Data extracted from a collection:
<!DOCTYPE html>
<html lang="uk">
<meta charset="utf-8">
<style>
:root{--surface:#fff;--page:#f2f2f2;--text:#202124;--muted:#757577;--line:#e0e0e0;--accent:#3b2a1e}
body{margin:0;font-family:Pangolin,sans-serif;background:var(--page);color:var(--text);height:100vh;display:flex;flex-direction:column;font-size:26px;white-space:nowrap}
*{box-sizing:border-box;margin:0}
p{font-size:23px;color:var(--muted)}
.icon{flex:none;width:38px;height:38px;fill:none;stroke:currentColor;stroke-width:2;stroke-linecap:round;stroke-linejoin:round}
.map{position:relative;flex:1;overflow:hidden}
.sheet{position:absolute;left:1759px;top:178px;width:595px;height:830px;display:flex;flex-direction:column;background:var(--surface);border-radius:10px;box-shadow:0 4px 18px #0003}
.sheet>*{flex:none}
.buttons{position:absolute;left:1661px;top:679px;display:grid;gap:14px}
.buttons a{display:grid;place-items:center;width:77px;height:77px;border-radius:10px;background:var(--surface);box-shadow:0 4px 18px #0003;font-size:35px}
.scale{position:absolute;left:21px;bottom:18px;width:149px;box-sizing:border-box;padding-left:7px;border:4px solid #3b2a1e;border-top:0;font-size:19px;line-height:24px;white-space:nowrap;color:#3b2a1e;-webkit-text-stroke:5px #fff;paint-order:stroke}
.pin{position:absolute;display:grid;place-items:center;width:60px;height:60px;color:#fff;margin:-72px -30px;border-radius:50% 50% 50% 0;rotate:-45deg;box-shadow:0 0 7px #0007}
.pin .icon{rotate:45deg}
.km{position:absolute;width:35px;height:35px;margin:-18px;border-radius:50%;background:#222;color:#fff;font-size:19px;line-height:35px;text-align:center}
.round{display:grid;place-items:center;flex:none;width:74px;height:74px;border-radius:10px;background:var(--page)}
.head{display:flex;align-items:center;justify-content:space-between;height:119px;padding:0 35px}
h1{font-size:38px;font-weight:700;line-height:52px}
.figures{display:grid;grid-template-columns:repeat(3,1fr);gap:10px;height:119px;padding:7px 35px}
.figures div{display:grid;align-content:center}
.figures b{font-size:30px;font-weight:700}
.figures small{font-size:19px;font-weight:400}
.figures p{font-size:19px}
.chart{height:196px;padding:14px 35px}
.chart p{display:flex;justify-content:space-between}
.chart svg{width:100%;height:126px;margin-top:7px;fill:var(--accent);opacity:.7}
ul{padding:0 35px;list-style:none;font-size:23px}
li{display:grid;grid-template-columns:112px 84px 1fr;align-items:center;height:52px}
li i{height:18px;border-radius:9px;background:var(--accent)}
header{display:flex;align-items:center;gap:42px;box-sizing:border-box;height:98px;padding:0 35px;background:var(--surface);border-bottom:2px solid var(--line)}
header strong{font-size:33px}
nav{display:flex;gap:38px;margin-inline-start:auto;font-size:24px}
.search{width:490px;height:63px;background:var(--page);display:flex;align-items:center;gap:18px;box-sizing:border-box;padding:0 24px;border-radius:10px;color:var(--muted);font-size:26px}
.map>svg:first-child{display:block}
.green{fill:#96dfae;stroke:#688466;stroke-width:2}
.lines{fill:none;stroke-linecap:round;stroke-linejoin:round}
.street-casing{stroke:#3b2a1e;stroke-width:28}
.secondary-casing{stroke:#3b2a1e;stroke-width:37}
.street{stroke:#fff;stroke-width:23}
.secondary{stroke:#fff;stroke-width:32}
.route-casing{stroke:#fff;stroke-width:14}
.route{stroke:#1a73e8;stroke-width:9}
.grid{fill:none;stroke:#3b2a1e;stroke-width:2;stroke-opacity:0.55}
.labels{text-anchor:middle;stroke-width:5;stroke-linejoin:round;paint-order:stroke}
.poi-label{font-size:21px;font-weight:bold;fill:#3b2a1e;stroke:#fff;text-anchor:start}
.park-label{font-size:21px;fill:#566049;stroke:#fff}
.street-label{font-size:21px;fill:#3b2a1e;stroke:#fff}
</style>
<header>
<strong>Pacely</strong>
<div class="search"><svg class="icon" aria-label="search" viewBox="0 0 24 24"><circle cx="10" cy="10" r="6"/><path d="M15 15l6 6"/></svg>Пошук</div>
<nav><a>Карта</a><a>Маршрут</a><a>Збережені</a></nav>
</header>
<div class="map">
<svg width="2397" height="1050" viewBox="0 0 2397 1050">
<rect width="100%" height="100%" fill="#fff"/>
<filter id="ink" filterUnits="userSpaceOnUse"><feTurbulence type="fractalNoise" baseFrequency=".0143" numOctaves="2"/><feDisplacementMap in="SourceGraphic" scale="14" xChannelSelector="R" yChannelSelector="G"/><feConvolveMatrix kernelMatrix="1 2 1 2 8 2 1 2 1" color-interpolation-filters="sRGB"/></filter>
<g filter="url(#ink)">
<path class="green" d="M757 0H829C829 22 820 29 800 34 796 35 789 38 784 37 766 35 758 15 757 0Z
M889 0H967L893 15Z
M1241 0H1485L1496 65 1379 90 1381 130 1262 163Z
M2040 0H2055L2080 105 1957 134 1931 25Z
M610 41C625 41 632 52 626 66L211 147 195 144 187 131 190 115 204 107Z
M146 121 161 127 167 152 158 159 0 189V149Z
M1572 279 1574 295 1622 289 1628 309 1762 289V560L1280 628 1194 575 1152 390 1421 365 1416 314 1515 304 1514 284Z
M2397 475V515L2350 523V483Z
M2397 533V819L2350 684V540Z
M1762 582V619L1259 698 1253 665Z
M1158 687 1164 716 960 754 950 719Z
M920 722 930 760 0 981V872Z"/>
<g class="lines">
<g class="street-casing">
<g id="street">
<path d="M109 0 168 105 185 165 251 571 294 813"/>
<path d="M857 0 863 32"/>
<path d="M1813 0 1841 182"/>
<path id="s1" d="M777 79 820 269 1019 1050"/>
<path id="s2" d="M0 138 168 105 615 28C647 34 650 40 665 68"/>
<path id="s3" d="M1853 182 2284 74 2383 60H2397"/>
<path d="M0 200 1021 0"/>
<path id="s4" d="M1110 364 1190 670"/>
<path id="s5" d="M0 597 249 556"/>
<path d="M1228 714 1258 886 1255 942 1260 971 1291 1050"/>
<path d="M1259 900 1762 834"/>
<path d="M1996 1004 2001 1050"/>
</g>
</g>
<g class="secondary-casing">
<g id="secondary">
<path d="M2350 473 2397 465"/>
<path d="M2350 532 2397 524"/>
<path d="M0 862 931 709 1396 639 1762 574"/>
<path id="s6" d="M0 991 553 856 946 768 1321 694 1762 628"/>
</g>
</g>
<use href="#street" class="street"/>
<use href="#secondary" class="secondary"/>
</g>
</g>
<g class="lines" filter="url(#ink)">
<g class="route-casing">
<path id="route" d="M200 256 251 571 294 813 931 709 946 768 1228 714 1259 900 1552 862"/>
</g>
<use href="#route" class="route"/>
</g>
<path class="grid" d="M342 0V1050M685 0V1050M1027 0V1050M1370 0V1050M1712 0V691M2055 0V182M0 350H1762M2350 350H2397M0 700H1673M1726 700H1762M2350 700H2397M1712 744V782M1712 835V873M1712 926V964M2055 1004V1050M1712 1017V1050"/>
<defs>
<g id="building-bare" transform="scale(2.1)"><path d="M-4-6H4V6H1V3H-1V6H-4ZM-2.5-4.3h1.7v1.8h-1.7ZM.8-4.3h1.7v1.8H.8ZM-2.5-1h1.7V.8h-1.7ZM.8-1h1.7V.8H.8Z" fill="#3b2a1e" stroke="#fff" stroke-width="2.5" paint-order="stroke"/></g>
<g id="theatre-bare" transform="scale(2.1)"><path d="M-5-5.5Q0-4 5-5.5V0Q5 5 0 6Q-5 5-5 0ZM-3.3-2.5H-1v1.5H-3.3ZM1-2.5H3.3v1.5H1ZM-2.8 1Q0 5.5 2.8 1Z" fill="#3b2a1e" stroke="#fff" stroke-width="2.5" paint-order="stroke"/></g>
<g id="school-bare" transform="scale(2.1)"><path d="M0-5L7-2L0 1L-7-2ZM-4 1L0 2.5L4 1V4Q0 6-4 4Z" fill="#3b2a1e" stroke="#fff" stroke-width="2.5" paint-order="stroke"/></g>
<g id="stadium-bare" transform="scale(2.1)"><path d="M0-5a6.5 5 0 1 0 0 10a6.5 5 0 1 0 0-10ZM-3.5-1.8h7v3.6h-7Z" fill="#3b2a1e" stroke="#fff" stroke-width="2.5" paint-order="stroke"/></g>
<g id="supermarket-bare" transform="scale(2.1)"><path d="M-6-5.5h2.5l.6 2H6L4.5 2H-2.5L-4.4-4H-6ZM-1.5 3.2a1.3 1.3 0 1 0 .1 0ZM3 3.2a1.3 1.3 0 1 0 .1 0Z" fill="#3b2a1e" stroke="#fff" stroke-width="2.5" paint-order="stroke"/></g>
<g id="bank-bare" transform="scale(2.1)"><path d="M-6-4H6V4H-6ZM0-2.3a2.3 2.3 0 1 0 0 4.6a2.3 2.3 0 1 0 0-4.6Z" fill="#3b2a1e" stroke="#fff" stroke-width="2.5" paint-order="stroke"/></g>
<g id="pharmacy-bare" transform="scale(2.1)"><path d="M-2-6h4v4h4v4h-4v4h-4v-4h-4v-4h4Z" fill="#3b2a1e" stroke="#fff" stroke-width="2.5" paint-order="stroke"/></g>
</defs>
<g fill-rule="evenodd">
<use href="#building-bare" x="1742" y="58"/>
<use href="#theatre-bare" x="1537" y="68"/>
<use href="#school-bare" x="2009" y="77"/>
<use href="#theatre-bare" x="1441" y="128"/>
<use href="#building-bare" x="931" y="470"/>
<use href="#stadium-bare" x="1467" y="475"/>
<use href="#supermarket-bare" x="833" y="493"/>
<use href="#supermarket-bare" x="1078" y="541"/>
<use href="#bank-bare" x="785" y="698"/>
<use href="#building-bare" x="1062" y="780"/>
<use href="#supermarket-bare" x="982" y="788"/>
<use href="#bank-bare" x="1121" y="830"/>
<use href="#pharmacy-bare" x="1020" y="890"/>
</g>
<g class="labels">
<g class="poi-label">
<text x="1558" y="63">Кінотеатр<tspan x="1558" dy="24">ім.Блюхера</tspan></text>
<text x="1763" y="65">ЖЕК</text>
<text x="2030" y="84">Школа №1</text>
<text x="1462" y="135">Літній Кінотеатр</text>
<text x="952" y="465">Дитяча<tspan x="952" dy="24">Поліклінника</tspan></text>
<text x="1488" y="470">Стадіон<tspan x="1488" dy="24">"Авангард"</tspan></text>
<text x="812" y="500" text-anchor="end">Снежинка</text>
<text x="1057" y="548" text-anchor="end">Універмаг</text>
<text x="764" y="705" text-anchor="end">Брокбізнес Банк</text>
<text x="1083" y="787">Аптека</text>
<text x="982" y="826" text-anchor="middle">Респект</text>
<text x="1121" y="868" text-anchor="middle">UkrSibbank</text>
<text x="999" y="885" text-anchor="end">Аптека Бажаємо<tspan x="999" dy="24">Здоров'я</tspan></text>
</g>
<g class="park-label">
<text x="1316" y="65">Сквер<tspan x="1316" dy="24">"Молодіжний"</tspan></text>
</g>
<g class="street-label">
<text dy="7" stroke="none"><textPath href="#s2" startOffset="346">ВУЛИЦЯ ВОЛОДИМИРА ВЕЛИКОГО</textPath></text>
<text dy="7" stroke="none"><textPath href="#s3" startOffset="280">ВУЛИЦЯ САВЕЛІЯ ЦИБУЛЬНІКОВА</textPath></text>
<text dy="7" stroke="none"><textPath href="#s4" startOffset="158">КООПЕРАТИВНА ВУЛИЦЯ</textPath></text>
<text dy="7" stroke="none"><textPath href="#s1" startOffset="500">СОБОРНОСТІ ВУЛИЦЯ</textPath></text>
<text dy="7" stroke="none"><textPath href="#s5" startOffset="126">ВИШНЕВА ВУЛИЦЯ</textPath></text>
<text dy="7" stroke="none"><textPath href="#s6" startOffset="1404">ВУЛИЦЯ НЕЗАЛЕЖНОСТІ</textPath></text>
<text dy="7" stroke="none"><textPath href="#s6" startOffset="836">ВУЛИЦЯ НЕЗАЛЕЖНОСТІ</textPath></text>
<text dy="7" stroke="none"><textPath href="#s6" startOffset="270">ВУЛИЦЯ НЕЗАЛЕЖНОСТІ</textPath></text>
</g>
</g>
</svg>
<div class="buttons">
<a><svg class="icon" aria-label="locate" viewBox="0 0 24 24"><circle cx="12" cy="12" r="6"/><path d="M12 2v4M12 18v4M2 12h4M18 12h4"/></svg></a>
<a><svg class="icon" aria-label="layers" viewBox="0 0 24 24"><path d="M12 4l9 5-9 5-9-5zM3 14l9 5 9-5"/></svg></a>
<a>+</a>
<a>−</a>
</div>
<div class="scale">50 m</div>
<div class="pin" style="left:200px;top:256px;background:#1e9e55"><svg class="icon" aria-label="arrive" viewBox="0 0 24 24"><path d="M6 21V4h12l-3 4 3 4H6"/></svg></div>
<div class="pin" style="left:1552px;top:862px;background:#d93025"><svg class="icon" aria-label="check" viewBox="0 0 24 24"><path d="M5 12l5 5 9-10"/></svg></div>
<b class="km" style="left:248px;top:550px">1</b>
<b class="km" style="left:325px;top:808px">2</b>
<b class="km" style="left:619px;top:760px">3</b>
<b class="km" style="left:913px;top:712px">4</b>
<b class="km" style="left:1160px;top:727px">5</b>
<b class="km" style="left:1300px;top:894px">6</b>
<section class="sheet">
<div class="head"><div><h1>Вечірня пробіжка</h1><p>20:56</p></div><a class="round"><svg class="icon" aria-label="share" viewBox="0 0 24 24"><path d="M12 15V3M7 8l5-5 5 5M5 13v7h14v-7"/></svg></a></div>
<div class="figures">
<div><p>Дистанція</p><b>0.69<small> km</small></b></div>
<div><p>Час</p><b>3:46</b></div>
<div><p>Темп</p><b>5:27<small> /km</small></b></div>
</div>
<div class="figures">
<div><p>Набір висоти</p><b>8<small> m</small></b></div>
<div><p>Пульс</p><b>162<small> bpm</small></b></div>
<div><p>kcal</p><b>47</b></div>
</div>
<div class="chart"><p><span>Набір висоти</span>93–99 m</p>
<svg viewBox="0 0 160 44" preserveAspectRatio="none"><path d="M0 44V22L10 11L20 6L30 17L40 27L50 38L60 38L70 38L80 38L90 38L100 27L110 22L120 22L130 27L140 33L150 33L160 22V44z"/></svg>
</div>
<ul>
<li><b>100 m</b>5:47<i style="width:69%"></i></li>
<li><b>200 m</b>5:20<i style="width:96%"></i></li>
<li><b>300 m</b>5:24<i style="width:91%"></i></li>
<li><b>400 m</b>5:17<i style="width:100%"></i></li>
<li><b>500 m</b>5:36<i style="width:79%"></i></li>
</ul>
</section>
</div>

> [What you need to do]
Count every line in the records that holds "figures" and give that count by itself.

> [Answer to the exercise]
7